*DIRECTIONS FOR THIS TASK*: Repeat exactly, and only, the lines from the one containing "44V17L10 11L20 9L30" through the end of the records.

(Saved data entries)
○ ○ ○
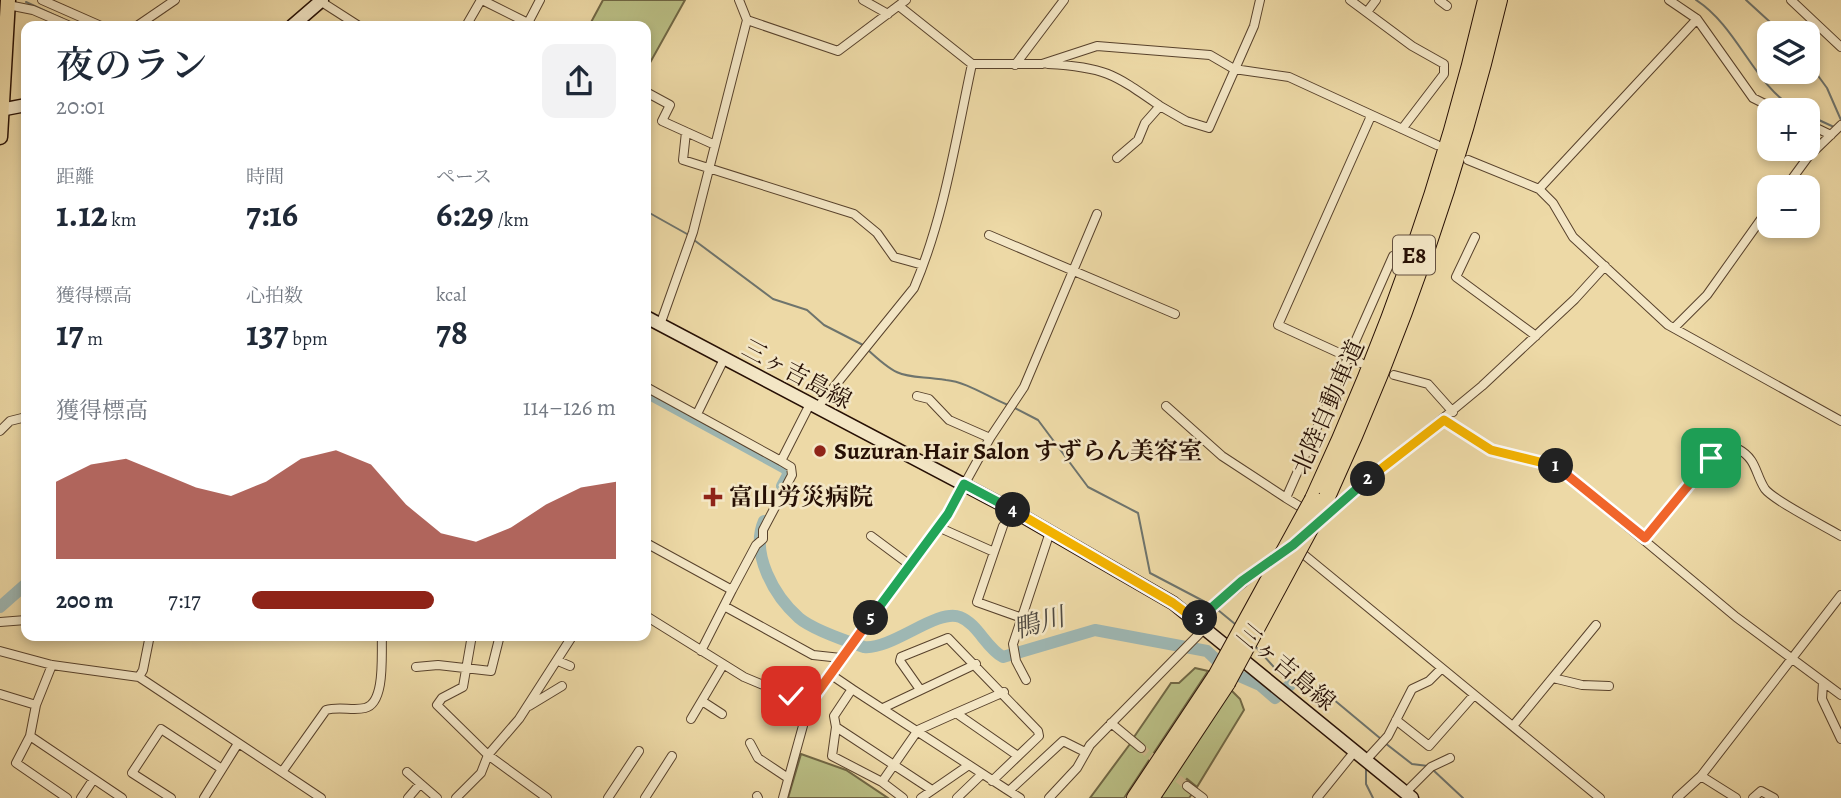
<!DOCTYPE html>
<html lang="ja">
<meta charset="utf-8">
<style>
body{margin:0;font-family:Alegreya,"Noto Serif JP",serif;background:#f2f2f3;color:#1f2937;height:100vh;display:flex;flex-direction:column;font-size:26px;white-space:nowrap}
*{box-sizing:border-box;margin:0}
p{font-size:23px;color:#747a83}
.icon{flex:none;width:38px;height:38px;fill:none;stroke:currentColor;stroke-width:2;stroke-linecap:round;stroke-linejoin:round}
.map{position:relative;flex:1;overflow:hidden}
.panel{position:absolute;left:21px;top:21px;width:630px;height:620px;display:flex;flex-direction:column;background:#fff;border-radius:14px;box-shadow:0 4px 10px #0003}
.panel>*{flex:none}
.tools{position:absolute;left:1757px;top:21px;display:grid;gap:14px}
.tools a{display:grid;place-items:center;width:63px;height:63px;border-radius:14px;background:#fff;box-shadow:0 4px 10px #0003;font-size:35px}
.pin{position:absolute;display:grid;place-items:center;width:60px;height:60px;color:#fff;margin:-30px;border-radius:14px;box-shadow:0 4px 10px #0006}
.km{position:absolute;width:35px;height:35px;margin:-18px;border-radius:50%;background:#222;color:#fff;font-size:19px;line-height:35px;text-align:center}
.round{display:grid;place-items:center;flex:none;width:74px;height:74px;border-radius:14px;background:#f2f2f3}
.overview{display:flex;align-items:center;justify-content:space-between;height:119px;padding:0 35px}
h1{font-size:38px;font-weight:600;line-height:52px}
.figures{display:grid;grid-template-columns:repeat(3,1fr);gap:10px;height:119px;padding:7px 35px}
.figures div{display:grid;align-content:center}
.figures b{font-size:35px;font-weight:600}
.figures small{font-size:19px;font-weight:400}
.figures p{font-size:19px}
.chart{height:196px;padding:14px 35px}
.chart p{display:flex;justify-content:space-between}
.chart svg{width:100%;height:126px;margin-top:7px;fill:#8f2418;opacity:.7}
ul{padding:0 35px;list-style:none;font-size:23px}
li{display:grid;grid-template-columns:112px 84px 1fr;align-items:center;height:52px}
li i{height:18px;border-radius:9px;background:#8f2418}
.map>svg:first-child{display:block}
.green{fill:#babf85;stroke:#706744;stroke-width:2}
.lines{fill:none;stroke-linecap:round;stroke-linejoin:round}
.stream{stroke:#6e746d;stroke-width:2}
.river{stroke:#9eb7b3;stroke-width:12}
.minor-tunnel{stroke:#cfbb8e;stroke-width:8;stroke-dasharray:8 4;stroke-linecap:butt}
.minor-casing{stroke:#58422c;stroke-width:10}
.secondary-casing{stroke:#260f04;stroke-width:15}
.trunk-casing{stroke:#260f04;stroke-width:17}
.motorway-casing{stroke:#260f04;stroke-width:18}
.minor{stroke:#f3e6c5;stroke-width:8}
.secondary{stroke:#f3e6c5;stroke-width:12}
.trunk{stroke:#edd9a6;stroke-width:14}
.motorway{stroke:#edd9a6;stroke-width:16}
.motorway-bridge-casing{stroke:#260f04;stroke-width:18;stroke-linecap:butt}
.motorway-bridge{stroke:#edd9a6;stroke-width:16}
.split-1-casing{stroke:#fff;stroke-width:14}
.split-2-casing{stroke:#fff;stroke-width:14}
.split-3-casing{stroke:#fff;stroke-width:14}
.split-4-casing{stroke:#fff;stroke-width:14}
.split-5-casing{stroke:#fff;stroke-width:14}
.split-6-casing{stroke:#fff;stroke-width:14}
.split-1{stroke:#f0652b;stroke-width:9}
.split-2{stroke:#f5b400;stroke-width:9}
.split-3{stroke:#22a559;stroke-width:9}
.split-4{stroke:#f5b400;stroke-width:9}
.split-5{stroke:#22a559;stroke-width:9}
.split-6{stroke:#f0652b;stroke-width:9}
.poi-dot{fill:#8f2418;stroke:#f3e6c5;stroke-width:2.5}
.labels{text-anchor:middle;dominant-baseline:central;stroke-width:5;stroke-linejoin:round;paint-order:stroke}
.shield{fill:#f3e6c5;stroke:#64503e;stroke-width:2}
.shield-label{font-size:23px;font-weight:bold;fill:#260f04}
.street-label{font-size:24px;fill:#260f04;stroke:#f3e6c5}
.poi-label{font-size:24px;font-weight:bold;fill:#260f04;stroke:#f3e6c5;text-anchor:start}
.water-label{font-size:26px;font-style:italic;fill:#504a41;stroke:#f3e6c5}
</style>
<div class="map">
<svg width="1841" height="798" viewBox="0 0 1841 798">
<rect width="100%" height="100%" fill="#edd9a6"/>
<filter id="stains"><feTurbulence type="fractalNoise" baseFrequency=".00286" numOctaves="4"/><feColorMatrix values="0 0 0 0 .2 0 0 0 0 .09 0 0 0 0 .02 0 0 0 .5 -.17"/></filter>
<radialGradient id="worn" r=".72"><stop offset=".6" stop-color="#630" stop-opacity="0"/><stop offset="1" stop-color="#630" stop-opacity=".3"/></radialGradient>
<path class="green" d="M603,0h82l-39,70v-44h-57z
M1195,668l13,3 -84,127h-34l40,-54 8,5 4,-5 -8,-7 37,-54h8z
M1231,690l9,9 4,11 -47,77 -10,-8 -5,6 10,9 -3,4h-29z
M801,754l45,16 42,28h-100z"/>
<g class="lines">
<path class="stream" d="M1696,0c43,28 57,85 101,110
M1746,0l36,33
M26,2l37,17
M71,22l9,4
M1808,62l19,26 14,32
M1808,115l26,12
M646,211l41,23
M694,240l79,59 34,11 17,15 39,20
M867,349c35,33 36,25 79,31 21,2 42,17 62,25
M1013,407l25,13 50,67 50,26 12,60 61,32
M1218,610l17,14
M1255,646l35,39 31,4 60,50
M1385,743l27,21 16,2
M1366,769v15l7,14
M1432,769l31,29"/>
<path class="river" d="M646,392l139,76 4,5 -7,13
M764,521c-14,32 10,75 35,97 13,11 47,23 65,29 28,3 73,-39 96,-30 18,7 26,31 43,40l92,-27 112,21 21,20 32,14 15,13 15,-13
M0,607l26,-23"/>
<path class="minor-tunnel" d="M1141,748l46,38"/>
<defs>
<path id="minor" d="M42,0l59,26
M482,0l46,23 -1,3
M863,0l25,14
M1350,0l62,46 32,18v10l-42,55
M1439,0l8,6
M1669,0l28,19 56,79 24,12
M1791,0l50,47
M320,1l39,25
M8,5l25,5 37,16
M899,6l73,58h70l55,-18 113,9 24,14 55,8 148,68
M1367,12l9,-12
M747,20l91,31 68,-51
M528,23l12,-23
M137,26l38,-26
M466,26l15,-26
M1048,64c57,3 66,10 112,42
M1015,65l49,-65
M646,92l24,13 -8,16 53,24
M1808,124l23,11
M686,132l-3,28 171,54 23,19 17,24 29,8
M1117,158l21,-18 7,-17 15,-17 26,15 23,7 45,-102 6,-26
M1468,160l71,29 14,14 20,34 95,88 173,96
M1786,187l22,-30 33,-32
M1539,189l158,-170
M989,235l186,79
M1475,237l-19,40 80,59
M660,325l33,-93 54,-212 -8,-20
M1674,328l33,-33 62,-87
M1361,363l-83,-38 93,-209
M1394,375l34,9 25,28
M646,387l135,74
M917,396l12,3 20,21 41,18
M1166,406l56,50 64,42
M817,408l97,-120c30,-70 42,-150 58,-224
M697,414l27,-55
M1444,420l47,30 63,15 182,152 105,78
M0,431l10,-10 16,-4
M1299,506l-13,-8 107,-242
M1321,519l161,-133 93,-87 30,-33
M1003,526l-26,76 45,16
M938,527l56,25
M871,536l39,29
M1645,538l66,-80 16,2 11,-11c19,10 17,25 27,40 8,11 61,38 76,47
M646,543l86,47 24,-45 7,-6v-9l29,-55 -1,-8 -10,-6 29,-57
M1297,549l303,249
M724,606l89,49 28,3
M646,616l98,61 65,27
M1197,621l79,-65
M0,622l26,-2
M472,635l-9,52 -21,11 -5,7 51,50 59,43
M0,651l52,14 87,12 182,121
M701,651l31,-61
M558,661l12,5
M52,665l-16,40 -6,31 92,62
M416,667l22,-2 53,6 9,-36
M830,674l22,15 -18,27 2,11 96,63
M139,677l4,-7 7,-35
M1553,678l29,7 27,1
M1026,680l-10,-19 -3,-17 37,-112
M1823,682l-1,17 19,40
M919,688l-19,-27 1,-4 47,-19 90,93 1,5 -47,45
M852,689l157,102 54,-50 22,11
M0,694l36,11
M702,701l20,13
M529,706l33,-20
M883,708l93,-44
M956,713l48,-21
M691,719l32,-54
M1396,720l33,26 45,-51
M1111,723l30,25
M1513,726l83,-101
M836,727l-4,29 50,26 21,16
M30,736l-14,27 51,35
M750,743l8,15 30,20
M1366,760l22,-24 24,-47 17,-8 12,-12
M282,772l44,-62c13,-4 27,1 39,-2 21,-5 16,-55 17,-73
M407,772l30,26
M1701,776l35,22
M882,782l36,-52 38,-17 62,43
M1187,786l16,12
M1009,791l11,7
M1405,793l26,-26 19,-9
M757,796l1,2
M81,798l12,-18
M171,798l-39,-25 29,-44 61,40
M204,798l33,-53
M408,798l12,-14
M456,798l25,-25 7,-18 31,-36 54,-84
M608,798l31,-47
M645,798l27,-42
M783,798l26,-94 139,-190 42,-76 34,-51 73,-173
M921,798l48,-33
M957,798l25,-24
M1049,798l28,-30 13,-23 116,-118
M1317,798l38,-47
M1677,798l24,-22 140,-181
M1753,798l8,-7 13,7"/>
<path id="secondary" d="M292,26l30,-26
M0,110l26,-5
M646,317l366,193 161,93 239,195"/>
<path id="trunk" d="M0,137l8,-137"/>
<path id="motorway" d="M1327,497c74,-161 131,-324 172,-497
M1313,499c75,-161 133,-326 173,-499
M1135,798l81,-122
M1151,798l76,-115"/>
</defs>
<use href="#minor" class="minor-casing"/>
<use href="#secondary" class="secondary-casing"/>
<use href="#trunk" class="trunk-casing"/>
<use href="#motorway" class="motorway-casing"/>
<use href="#minor" class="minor"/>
<use href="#secondary" class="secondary"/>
<use href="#trunk" class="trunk"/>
<use href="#motorway" class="motorway"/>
<defs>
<path id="motorway-bridge" d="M1216,676l97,-177
M1227,683l100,-186"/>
</defs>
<use href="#motorway-bridge" class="motorway-bridge-casing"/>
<use href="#motorway-bridge" class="motorway-bridge"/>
</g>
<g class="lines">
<defs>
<path id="split-1" d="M1556,466l89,72 66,-80"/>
<path id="split-2" d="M1368,479l76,-59 47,30 65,16"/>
<path id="split-3" d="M1200,618l42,-37 51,-36 75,-66"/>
<path id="split-4" d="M1013,510l160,93 24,18 3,-3"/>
<path id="split-5" d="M871,618l77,-104 16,-30 49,26"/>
<path id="split-6" d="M791,696l18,8 62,-86"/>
</defs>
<use href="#split-1" class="split-1-casing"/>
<use href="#split-2" class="split-2-casing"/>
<use href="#split-3" class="split-3-casing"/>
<use href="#split-4" class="split-4-casing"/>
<use href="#split-5" class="split-5-casing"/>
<use href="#split-6" class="split-6-casing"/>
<use href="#split-1" class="split-1"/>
<use href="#split-2" class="split-2"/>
<use href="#split-3" class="split-3"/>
<use href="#split-4" class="split-4"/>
<use href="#split-5" class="split-5"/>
<use href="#split-6" class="split-6"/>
</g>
<g class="poi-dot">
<circle cx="820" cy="451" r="7"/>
<path d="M709.5 486.5h7v7h7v7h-7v7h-7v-7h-7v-7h7z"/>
</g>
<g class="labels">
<rect class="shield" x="1393" y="235.5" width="42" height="39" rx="5"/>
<g class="shield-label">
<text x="1414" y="255">E8</text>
</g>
<g class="street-label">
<text transform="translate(797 374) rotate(28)">三ヶ吉島線</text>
<text transform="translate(1328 407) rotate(-66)">北陸自動車道</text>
<text transform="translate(1286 667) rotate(40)">三ヶ吉島線</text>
</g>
<g class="poi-label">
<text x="834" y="451">Suzuran Hair Salon すずらん美容室</text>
<text x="729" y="497">富山労災病院</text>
</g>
<g class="water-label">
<text transform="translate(1039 623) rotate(-16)">鴨川</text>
</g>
</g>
<rect width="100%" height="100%" filter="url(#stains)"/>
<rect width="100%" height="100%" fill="url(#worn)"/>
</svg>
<div class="tools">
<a><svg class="icon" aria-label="layers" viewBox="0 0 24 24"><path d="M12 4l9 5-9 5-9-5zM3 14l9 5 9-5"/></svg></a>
<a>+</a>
<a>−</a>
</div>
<div class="pin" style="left:1711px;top:458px;background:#1e9e55"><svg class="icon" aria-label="arrive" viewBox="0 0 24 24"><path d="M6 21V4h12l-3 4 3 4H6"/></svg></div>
<div class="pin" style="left:791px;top:696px;background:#d93025"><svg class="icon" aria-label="check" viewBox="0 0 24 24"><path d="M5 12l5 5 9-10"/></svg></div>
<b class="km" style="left:1556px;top:466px">1</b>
<b class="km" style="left:1368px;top:479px">2</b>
<b class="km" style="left:1200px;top:618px">3</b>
<b class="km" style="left:1013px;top:510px">4</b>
<b class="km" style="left:871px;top:618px">5</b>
<section class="panel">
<div class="overview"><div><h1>夜のラン</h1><p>20:01</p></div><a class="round"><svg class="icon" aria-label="share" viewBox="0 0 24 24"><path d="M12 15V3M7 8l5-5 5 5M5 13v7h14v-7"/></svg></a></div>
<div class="figures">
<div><p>距離</p><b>1.12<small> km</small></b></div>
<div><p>時間</p><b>7:16</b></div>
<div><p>ペース</p><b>6:29<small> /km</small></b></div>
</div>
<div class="figures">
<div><p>獲得標高</p><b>17<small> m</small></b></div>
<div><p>心拍数</p><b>137<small> bpm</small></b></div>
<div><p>kcal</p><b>78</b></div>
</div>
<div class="chart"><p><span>獲得標高</span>114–126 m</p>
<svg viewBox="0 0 160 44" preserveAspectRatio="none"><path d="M0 44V17L10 11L20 9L30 14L40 19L50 22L60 17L70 9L80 6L90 11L100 25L110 35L120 38L130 33L140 25L150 19L160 17V44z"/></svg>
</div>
<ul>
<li><b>200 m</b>7:17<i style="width:50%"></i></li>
</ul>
</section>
</div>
○ ○ ○
*ANSWER*:
<svg viewBox="0 0 160 44" preserveAspectRatio="none"><path d="M0 44V17L10 11L20 9L30 14L40 19L50 22L60 17L70 9L80 6L90 11L100 25L110 35L120 38L130 33L140 25L150 19L160 17V44z"/></svg>
</div>
<ul>
<li><b>200 m</b>7:17<i style="width:50%"></i></li>
</ul>
</section>
</div>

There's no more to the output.